Some of the top banks in Nigeria posted a total net interest income of N403 billion in the third quarter of 2020 compared to N369.5 billion in the same period in 2019.
In the first 9 months to date, the banks have reported a combined net interest income of N1.2 trillion compared to N1.1 trillion same period last year.
Nairametrics collated these figures from the following banks, FBNH, UBA, GT Bank, Access Bank, Zenith Bank, Fidelity Bank, Stanbic IBTC, Sterling Bank, and Union Bank. The banks recently released their third-quarter interim results.
Deposit money banks have complained bitterly over the central bank’s frequent CRR debits chalking off significant amounts of cash that they could have earned on.
A Nairametrics report indicates banks suffered CRR debits of over N1.9 trillion in the second quarter of 2020, taking the total amount of customer deposits held by the CBN at about N6.5 trillion.
The figure is likely higher now as more CRR debits have occurred in the third quarter of the year.
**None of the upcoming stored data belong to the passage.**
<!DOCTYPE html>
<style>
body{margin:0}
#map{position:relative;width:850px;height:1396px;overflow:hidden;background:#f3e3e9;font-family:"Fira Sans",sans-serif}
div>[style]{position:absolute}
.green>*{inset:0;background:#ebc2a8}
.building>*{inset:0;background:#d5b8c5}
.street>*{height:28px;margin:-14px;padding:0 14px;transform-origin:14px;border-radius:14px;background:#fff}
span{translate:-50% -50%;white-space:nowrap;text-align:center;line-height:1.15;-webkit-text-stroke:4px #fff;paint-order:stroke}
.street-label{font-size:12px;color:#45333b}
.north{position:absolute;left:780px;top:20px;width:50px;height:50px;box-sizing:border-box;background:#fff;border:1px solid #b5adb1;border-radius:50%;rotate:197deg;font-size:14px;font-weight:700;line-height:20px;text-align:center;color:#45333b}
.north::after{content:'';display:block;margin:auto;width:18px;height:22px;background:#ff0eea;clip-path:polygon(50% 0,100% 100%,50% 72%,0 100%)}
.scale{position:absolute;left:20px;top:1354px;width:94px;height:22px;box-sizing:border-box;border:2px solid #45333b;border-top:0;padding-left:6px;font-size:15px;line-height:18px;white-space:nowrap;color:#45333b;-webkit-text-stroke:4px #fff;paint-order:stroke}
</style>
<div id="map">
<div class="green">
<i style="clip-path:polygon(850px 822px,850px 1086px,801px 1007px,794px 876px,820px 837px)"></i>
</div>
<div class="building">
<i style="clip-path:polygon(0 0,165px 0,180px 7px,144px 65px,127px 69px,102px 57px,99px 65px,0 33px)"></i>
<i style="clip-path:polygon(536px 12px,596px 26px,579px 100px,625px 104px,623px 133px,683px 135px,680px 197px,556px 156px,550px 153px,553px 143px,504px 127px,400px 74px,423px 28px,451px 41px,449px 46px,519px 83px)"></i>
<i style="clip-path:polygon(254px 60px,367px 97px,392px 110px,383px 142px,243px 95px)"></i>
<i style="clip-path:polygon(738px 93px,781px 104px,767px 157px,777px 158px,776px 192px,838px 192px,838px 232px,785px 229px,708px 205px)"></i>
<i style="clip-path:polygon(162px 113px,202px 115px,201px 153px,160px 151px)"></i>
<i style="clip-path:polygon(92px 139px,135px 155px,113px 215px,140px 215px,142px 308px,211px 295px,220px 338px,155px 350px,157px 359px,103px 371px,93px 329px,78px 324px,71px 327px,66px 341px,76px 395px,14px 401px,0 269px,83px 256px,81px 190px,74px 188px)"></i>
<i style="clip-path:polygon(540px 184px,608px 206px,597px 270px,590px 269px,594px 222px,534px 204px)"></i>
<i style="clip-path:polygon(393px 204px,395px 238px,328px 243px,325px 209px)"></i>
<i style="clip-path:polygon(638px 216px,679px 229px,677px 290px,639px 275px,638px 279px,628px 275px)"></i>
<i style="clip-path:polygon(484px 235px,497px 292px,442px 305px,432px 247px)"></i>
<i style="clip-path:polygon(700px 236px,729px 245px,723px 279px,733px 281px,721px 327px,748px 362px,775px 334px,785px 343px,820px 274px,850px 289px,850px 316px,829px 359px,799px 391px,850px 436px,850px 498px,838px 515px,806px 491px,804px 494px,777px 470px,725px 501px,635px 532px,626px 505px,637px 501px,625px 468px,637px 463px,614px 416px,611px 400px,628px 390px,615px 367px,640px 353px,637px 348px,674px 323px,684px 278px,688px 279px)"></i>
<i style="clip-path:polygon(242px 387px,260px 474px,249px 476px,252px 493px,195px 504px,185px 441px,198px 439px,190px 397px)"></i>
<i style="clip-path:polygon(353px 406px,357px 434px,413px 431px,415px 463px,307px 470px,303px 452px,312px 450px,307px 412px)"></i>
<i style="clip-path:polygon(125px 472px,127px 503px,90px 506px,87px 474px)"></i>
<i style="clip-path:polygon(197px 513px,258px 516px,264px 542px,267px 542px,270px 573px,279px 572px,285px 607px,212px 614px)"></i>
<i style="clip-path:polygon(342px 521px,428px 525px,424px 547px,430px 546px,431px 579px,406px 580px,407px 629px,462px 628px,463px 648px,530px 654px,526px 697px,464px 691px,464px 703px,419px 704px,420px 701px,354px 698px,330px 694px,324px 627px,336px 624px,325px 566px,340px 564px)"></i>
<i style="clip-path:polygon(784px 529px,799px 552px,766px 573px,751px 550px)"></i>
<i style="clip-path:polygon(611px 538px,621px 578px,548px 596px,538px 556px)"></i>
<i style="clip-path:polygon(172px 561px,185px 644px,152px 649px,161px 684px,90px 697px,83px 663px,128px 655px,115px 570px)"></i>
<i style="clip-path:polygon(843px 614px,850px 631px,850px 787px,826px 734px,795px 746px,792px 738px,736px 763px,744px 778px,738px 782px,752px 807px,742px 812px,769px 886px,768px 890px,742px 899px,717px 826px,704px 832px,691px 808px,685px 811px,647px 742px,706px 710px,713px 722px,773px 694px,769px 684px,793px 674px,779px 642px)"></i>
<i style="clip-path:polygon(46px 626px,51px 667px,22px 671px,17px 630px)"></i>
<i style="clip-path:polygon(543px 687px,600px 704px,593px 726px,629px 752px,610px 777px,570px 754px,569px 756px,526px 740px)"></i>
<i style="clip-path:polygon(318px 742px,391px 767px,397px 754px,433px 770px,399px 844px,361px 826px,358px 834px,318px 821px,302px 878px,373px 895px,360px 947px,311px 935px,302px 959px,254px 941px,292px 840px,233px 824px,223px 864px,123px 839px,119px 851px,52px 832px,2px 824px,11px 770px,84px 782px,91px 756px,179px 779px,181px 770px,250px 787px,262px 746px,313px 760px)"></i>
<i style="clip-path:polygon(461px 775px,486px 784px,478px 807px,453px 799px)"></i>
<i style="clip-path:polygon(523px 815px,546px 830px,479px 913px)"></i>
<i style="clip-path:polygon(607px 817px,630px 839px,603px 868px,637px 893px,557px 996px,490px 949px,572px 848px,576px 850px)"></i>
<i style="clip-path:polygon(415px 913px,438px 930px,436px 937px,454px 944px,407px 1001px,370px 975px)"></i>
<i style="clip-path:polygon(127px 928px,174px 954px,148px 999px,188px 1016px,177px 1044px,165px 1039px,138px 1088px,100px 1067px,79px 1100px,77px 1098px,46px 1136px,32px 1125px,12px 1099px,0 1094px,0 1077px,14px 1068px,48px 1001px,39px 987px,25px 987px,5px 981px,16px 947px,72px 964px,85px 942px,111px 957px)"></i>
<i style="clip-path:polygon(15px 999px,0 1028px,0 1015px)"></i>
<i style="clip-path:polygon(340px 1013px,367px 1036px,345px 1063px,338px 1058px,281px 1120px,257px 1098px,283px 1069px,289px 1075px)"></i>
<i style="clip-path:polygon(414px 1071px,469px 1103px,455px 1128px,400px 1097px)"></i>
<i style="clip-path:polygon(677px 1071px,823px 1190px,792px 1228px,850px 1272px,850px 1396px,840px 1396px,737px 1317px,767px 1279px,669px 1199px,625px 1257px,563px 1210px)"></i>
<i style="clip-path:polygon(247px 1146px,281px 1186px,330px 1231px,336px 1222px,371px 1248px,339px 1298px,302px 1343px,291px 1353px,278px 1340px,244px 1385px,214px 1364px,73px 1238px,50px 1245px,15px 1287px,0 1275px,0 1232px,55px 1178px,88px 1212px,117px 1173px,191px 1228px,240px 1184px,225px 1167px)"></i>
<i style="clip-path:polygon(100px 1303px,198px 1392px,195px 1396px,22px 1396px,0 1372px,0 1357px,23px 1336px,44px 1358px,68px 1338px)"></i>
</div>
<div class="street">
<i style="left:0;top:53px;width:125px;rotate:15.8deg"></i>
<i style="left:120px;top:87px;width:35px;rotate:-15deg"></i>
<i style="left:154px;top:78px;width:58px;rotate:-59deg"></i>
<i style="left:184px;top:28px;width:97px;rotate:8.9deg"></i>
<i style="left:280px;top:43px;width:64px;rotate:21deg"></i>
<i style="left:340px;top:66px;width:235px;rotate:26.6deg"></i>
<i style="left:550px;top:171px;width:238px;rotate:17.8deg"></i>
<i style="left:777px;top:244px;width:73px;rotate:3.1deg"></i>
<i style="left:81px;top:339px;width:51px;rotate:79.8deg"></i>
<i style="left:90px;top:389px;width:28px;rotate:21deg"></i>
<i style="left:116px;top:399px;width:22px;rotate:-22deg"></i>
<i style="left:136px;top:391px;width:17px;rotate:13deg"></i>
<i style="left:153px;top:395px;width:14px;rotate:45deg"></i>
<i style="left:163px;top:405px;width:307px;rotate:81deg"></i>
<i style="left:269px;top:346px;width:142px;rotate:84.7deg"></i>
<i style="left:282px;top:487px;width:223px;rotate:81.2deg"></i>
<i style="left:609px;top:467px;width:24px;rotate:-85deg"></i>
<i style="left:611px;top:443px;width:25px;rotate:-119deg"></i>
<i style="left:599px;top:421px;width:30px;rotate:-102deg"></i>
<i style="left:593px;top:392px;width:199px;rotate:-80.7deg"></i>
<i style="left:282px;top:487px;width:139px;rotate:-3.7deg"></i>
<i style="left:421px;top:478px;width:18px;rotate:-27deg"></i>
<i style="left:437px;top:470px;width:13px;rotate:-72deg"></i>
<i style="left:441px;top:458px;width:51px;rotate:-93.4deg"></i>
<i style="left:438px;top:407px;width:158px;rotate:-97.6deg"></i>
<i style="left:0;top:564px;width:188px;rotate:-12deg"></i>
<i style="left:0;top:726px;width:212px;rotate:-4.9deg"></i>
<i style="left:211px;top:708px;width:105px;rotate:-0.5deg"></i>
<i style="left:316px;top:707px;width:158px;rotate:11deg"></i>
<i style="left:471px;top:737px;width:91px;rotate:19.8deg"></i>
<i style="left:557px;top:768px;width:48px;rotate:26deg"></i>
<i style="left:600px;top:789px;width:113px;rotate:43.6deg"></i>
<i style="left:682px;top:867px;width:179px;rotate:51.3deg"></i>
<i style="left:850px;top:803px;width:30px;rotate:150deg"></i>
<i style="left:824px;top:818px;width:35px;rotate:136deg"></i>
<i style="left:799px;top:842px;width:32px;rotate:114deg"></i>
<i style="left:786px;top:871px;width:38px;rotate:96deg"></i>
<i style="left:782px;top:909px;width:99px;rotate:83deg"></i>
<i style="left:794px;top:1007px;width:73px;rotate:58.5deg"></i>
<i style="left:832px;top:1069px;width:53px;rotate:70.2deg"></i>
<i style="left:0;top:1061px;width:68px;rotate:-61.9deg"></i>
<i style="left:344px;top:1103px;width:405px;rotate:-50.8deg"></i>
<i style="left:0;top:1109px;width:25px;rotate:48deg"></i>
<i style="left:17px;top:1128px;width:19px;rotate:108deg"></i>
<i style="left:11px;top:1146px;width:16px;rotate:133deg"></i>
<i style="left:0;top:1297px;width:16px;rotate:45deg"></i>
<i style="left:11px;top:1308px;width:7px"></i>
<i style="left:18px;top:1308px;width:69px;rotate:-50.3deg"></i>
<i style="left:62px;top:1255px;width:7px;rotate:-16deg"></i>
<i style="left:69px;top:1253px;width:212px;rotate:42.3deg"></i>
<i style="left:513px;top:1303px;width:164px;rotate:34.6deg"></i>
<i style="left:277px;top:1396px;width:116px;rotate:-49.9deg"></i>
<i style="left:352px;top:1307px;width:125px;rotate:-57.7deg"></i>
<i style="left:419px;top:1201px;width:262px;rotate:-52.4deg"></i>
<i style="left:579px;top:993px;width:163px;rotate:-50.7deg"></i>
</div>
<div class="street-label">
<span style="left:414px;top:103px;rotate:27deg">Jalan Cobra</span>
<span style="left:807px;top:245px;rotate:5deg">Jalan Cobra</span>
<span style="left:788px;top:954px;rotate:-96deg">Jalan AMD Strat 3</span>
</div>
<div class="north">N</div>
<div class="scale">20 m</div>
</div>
Nairametrics reported banks were debited N226 billion CRR debit in a recent update provided by reliable sources.
However, as the above report indicates, the banks still earned more this year compared to 2019. Where banks may have suffered dips is in net interest margin, a measure of the percentage of income banks earn after netting off the cost of funds.
However, this has also been largely mitigated by low deposit rates even as banks maintain most of their lending rates.
Despite the rise in net interest income for the collection of banks under our review, some banks individually faired worse in 2020 compared to 2019. FBNH, Stanbic IBTC, and Access Bank all recorded lower net interest income in the first 9 months of 2020 compared to the same period in 2019. Significant gains over the prior year were however recorded with the other banks.
What is driving Margins
Banks are recording higher net interest income largely because interest rates on deposits are at near-record lows.
This drive down in the cost of funds helps boost the income of banks because they are also yet to significantly drop their lending rates.
In the first 9 months of the year, the banks reported total loans and advances of N1.6 trillion, 14% higher than the N1.4 trillion reported at the end of 2019.
Banks have also reported generally improved pre-tax earnings, posting a combined N737 billion in the first 9 months of 20120 compared to N723 billion in the same period last year.
The better than expected results has triggered a boost to their share price. Banks have also seen their share price rally in recent weeks as investors finally recognize their low valuations amidst strong earnings.
The Banking sector index is up 14.72% year to date and only fell last week after investors embarked on cashing out their profits.